DATA:

>>>>

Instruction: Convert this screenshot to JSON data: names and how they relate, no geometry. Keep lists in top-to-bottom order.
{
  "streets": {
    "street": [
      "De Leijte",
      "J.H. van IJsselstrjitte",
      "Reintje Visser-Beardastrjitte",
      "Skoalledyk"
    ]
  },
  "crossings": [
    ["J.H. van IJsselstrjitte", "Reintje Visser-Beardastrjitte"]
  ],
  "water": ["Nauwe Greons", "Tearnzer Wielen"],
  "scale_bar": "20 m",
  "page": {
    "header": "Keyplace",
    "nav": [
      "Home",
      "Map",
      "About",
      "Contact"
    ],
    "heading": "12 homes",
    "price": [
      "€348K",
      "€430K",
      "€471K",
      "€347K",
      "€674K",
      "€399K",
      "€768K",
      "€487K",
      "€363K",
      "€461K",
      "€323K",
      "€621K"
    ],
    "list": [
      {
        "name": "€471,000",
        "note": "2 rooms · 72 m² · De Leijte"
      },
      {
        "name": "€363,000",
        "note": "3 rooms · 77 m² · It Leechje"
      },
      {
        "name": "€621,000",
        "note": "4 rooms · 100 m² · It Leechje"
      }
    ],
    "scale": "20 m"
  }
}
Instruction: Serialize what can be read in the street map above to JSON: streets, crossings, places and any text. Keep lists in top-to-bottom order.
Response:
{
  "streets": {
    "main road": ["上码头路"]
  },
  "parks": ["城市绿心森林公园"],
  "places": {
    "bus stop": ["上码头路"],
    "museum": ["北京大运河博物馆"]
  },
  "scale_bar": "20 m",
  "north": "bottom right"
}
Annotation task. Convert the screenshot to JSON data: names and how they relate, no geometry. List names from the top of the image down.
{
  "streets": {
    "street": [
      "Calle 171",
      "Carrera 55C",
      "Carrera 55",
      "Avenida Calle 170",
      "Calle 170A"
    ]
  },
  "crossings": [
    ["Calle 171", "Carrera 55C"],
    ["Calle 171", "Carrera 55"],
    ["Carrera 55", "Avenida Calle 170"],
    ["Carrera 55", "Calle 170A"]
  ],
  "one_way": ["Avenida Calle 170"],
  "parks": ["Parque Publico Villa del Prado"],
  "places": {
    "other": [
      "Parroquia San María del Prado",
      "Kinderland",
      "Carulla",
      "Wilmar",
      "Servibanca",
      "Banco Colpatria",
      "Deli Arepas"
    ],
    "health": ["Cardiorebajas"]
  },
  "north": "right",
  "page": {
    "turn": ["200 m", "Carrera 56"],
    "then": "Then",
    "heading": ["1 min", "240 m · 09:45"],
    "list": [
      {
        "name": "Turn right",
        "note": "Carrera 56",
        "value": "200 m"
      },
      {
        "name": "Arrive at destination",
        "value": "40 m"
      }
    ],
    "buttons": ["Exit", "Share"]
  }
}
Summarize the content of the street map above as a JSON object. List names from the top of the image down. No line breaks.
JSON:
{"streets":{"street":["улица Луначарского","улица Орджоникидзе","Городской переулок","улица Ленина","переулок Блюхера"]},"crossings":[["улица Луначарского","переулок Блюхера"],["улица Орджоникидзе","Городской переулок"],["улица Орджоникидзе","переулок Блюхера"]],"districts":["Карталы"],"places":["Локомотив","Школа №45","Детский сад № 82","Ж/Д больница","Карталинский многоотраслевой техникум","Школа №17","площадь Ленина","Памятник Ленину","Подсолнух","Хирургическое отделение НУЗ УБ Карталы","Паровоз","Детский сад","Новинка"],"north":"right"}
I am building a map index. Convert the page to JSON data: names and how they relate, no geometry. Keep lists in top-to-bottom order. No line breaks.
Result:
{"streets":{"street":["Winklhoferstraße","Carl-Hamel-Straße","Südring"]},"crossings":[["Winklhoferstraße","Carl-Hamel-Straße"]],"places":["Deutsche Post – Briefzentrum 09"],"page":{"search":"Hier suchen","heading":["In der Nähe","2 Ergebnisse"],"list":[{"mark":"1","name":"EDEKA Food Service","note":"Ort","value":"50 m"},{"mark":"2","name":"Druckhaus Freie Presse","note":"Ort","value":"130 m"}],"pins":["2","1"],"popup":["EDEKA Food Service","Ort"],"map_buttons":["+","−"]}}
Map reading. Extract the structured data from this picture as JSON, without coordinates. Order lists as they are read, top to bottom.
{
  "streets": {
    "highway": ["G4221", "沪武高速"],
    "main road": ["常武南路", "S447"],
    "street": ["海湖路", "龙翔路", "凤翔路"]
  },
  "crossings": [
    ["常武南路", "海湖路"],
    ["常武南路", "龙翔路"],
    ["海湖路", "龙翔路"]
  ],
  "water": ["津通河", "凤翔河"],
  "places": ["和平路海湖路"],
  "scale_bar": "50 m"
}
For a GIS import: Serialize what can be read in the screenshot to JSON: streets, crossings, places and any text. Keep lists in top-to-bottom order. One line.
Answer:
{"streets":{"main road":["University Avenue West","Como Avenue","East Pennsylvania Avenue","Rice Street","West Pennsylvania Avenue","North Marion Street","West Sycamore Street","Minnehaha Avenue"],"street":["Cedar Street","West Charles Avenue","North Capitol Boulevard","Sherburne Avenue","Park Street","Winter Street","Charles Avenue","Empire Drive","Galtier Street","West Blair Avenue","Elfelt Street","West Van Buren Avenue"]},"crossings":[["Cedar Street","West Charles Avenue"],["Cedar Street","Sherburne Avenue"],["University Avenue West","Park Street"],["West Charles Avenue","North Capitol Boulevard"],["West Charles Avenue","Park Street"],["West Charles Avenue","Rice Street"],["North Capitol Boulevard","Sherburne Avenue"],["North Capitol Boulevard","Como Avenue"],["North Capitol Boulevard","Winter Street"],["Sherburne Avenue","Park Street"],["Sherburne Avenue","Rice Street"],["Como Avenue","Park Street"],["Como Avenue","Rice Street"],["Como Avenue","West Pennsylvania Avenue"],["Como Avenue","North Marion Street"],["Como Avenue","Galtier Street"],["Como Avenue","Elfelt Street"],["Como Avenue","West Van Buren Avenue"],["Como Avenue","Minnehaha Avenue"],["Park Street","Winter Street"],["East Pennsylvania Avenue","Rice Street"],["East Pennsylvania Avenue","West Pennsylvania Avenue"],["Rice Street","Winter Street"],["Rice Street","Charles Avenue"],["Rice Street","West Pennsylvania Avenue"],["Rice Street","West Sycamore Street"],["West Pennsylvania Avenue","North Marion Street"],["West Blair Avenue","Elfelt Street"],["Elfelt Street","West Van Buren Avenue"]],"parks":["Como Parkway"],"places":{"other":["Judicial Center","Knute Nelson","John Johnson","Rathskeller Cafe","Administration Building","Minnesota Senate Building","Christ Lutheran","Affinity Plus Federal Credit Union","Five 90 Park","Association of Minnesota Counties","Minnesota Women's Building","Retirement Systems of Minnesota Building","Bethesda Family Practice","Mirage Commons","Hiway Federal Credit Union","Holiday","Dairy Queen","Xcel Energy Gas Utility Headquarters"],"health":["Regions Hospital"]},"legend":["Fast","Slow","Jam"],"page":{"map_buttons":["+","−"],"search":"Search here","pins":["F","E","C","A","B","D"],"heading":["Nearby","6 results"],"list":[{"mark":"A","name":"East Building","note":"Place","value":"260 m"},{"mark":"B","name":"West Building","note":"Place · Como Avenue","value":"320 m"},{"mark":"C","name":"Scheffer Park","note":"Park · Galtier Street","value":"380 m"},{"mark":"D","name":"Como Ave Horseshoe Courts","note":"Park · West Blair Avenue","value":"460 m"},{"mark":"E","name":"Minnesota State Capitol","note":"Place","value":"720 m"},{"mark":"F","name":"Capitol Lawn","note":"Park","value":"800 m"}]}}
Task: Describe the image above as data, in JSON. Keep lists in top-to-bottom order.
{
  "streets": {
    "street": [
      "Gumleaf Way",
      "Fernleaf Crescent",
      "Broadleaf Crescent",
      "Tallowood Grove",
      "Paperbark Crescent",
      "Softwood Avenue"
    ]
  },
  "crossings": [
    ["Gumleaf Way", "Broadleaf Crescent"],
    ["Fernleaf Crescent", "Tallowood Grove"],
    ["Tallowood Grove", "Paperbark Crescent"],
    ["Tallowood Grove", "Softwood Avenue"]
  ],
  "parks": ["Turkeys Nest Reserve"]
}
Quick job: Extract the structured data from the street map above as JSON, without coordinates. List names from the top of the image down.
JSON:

<<<<

PROMPT:
Using the listing, copy every line where the word "breaks" shows up.

REPLY:
Summarize the content of the street map above as a JSON object. List names from the top of the image down. No line breaks.
I am building a map index. Convert the page to JSON data: names and how they relate, no geometry. Keep lists in top-to-bottom order. No line breaks.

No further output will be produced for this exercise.